By Mark Loux
It’s always fun when rainfall is feast or famine. Dry periods such as the coming week are great for about everything except weed management. From the perspective of making sure residual herbicides work, we like to see a decent rain about once a week. Residual herbicide treatments need to be applied and receive a half to one inch of rain within a week or so after tillage or an effective burndown treatment, to control weeds that will start to emerge at that time. More time than this allows for weeds to emerge before herbicide can be moved down into the soil, reducing the degree of control that residual herbicides are capable of providing. This is especially important for shoot uptake herbicides, such as group 15 – acetochlor, metolachlor, pyroxasulfone, and dimethenamid. Weeds are germinating and emerging more rapidly now compared with a month ago, so timeliness of the rain is more important. Under less than optimal rainfall conditions, it’s possible that herbicides may control the small-seeded weeds that emerge at or just below the soil surface, but not larger-seeded weeds that can emerge from deeper. Herbicide on the soil surface will usually become active once enough rain occurs, even if it doesn't control the weeds that have already emerged. Residual herbicides do vary in the relative amounts of rain needed for “activation”, or movement into the soil to reach germinating seeds. Most growers are applying mixtures or premixes of several products, so we’re not sure these differences are as important as the overriding principle here.

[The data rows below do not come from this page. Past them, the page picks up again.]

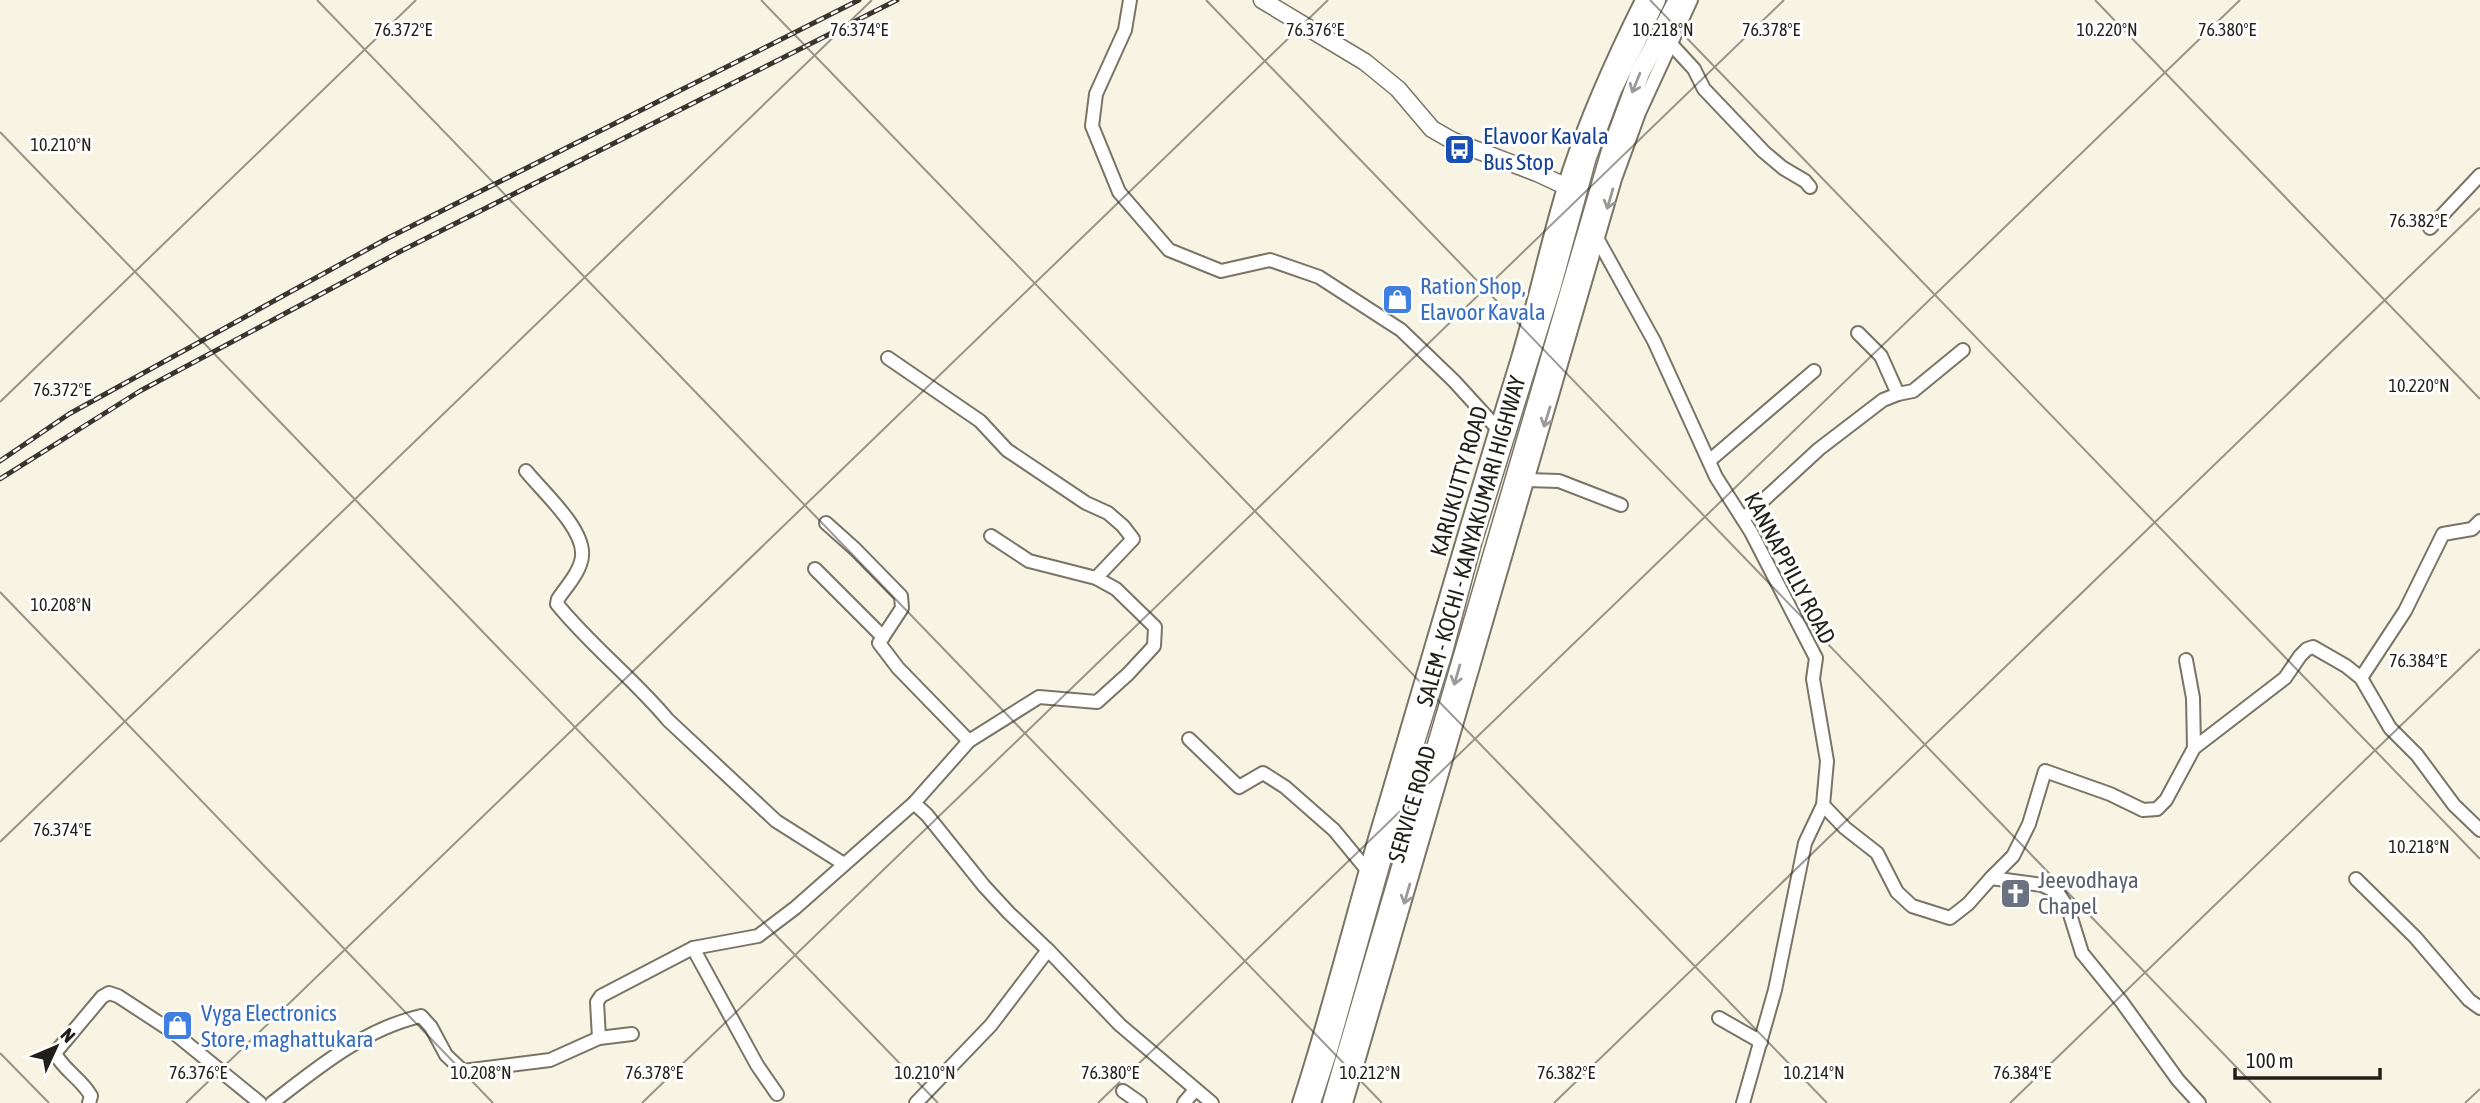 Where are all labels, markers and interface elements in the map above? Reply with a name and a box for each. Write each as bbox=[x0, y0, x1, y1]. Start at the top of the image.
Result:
text: 76.372°E bbox=[374, 19, 432, 40]
text: 76.374°E bbox=[830, 19, 888, 40]
text: 76.376°E bbox=[1286, 19, 1344, 40]
text: 10.218°N bbox=[1632, 19, 1694, 40]
text: 76.378°E bbox=[1742, 19, 1800, 40]
text: 10.220°N bbox=[2076, 19, 2138, 40]
text: 76.380°E bbox=[2198, 19, 2256, 40]
one-way arrow bbox=[1629, 71, 1642, 93]
place label: Elavoor Kavala Bus Stop bbox=[1483, 123, 1609, 175]
bus stop icon: Elavoor Kavala Bus Stop bbox=[1443, 132, 1477, 166]
text: 10.210°N bbox=[30, 134, 92, 155]
one-way arrow bbox=[1602, 188, 1615, 210]
text: 76.382°E bbox=[2389, 210, 2447, 231]
place label: Ration Shop, Elavoor Kavala bbox=[1420, 273, 1546, 325]
shop icon: Ration Shop, Elavoor Kavala bbox=[1380, 282, 1414, 316]
street label: SALEM - KOCHI - KANYAKUMARI HIGHWAY bbox=[1411, 372, 1531, 709]
text: 10.220°N bbox=[2388, 375, 2450, 396]
text: 76.372°E bbox=[33, 379, 91, 400]
street label: KARUKUTTY ROAD bbox=[1425, 403, 1493, 559]
one-way arrow bbox=[1539, 406, 1552, 428]
street label: KANNAPPILLY ROAD bbox=[1739, 488, 1841, 648]
text: 10.208°N bbox=[30, 594, 92, 615]
text: 76.384°E bbox=[2389, 650, 2447, 671]
one-way arrow bbox=[1449, 664, 1462, 686]
street label: SERVICE ROAD bbox=[1383, 743, 1441, 865]
text: 76.374°E bbox=[33, 819, 91, 840]
text: 10.218°N bbox=[2388, 836, 2450, 857]
place label: Jeevodhaya Chapel bbox=[2038, 867, 2139, 919]
church icon: Jeevodhaya Chapel bbox=[1998, 876, 2032, 910]
one-way arrow bbox=[1400, 883, 1413, 905]
place label: Vyga Electronics Store, maghattukara bbox=[201, 1000, 374, 1052]
shop icon: Vyga Electronics Store, maghattukara bbox=[161, 1009, 195, 1043]
north arrow bbox=[21, 1012, 91, 1082]
text: N bbox=[56, 1024, 80, 1047]
scale bar bbox=[2235, 1036, 2380, 1080]
text: 100 m bbox=[2246, 1048, 2294, 1072]
text: 76.376°E bbox=[169, 1062, 227, 1083]
text: 10.208°N bbox=[450, 1062, 512, 1083]
text: 76.378°E bbox=[625, 1062, 683, 1083]
text: 10.210°N bbox=[894, 1062, 956, 1083]
text: 76.380°E bbox=[1081, 1062, 1139, 1083]
text: 10.212°N bbox=[1339, 1062, 1401, 1083]
text: 76.382°E bbox=[1537, 1062, 1595, 1083]
text: 10.214°N bbox=[1783, 1062, 1845, 1083]
text: 76.384°E bbox=[1993, 1062, 2051, 1083] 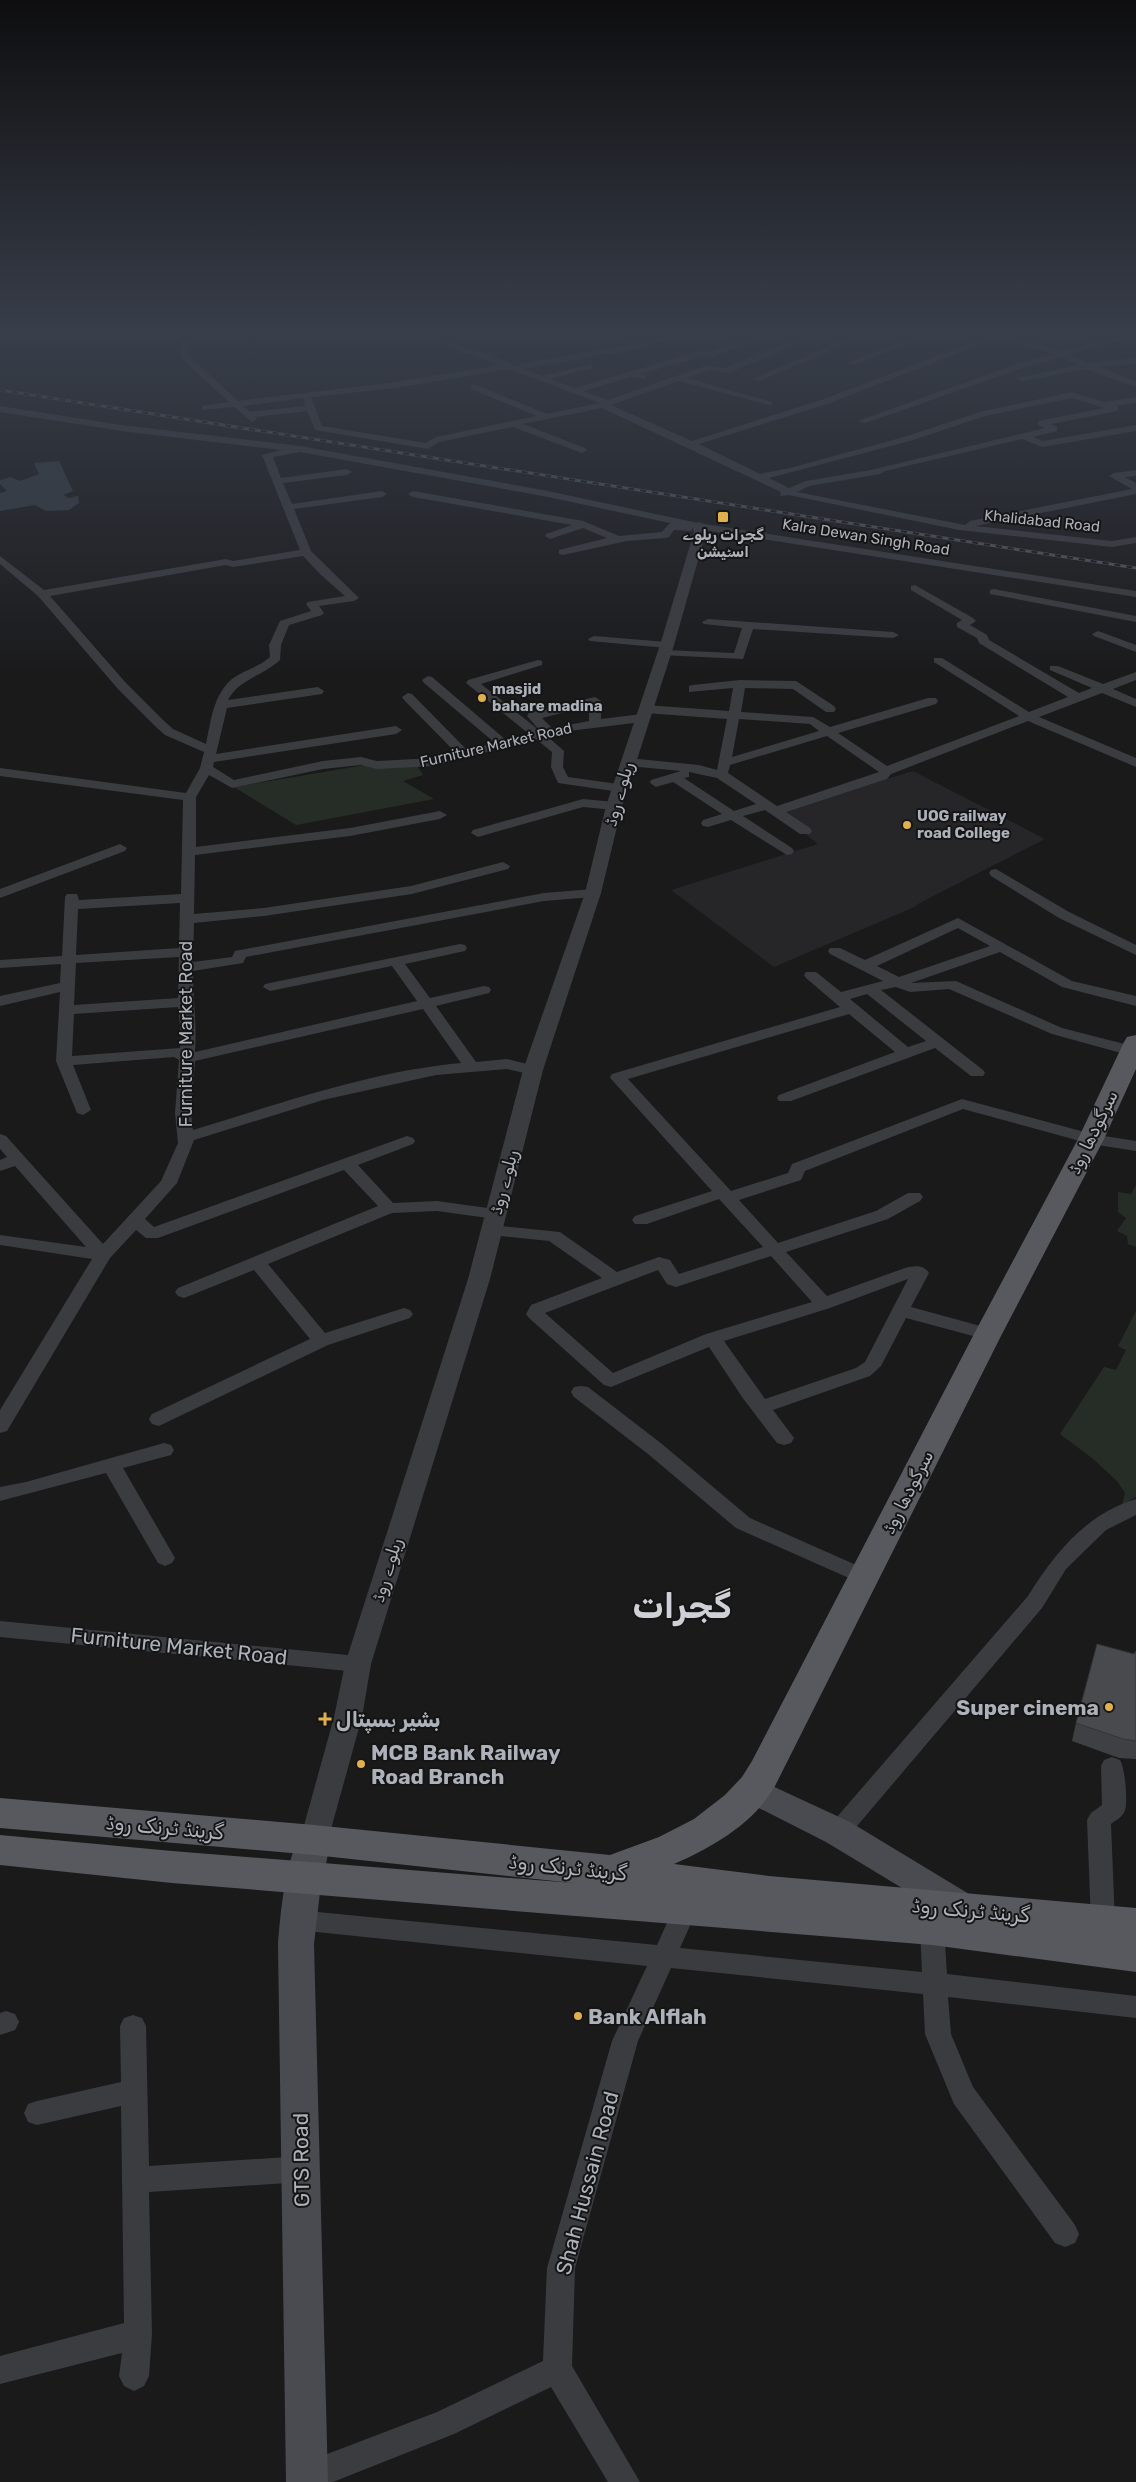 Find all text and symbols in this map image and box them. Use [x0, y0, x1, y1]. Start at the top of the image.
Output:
street label: Khalidabad Road [983, 506, 1101, 536]
marker: گجرات ریلوے اسٹیشن [716, 510, 730, 524]
street label: Kalra Dewan Singh Road [781, 515, 951, 559]
place label: گجرات ریلوے اسٹیشن [682, 526, 764, 561]
place label: masjid bahare madina [492, 680, 603, 715]
marker: masjid bahare madina [476, 692, 488, 704]
street label: Furniture Market Road [418, 719, 574, 771]
street label: ریلوے روڈ [599, 759, 639, 829]
place label: UOG railway road College [917, 807, 1010, 842]
marker: UOG railway road College [901, 819, 913, 831]
street label: Furniture Market Road [175, 941, 197, 1127]
street label: سرگودھا روڈ [1063, 1087, 1123, 1177]
street label: ریلوے روڈ [485, 1147, 523, 1217]
street label: سرگودھا روڈ [878, 1447, 938, 1537]
street label: ریلوے روڈ [367, 1535, 407, 1605]
district label: گجرات [633, 1586, 731, 1627]
street label: Furniture Market Road [70, 1622, 288, 1670]
place label: Super cinema [956, 1695, 1099, 1720]
marker: Super cinema [1103, 1701, 1115, 1713]
place label: بشیر ہسپتال [336, 1707, 441, 1734]
marker: بشیر ہسپتال [318, 1712, 332, 1726]
place label: MCB Bank Railway Road Branch [371, 1740, 561, 1789]
marker: MCB Bank Railway Road Branch [355, 1758, 367, 1770]
street label: گرینڈ ٹرنک روڈ [105, 1809, 226, 1846]
street label: گرینڈ ٹرنک روڈ [508, 1848, 629, 1887]
street label: گرینڈ ٹرنک روڈ [911, 1892, 1032, 1929]
place label: Bank Alflah [588, 2004, 707, 2029]
marker: Bank Alflah [572, 2010, 584, 2022]
street label: Shah Hussain Road [550, 2089, 624, 2277]
street label: GTS Road [288, 2113, 314, 2207]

In a tilled situation, a timely rotary hoe can be used to remove some of the weeds that are about to emerge and buy some time for rain. The rotary hoe is most effective when weeds are in the “white stage”. This refers to weeds that have germinated but not emerged yet, and still lack green color. Waiting until weeds have emerged is not the correct strategy here. Two passes with the rotary hoe, spaced a week or so apart, are more effective than one, if rainfall continues to be scarce. It is advisable to avoid the crook stage of soybean development, when the equipment will cause the most damage to emerged soybean.
The good news here is that we have effective POST herbicides to remedy many situations where the residual herbicides are not completely effective. Be aware that lack of residual herbicide activity is likely to result in overall reduced control of the more difficult to control weeds, and a generally higher weed population earlier in the season than is desirable. This may lead to early application of POST herbicides, when weeds are small, and an opportunity for later emerging weeds to go uncontrolled. A two POST application strategy may therefore be most effective for season-long control, where residual herbicide performance is initially reduced.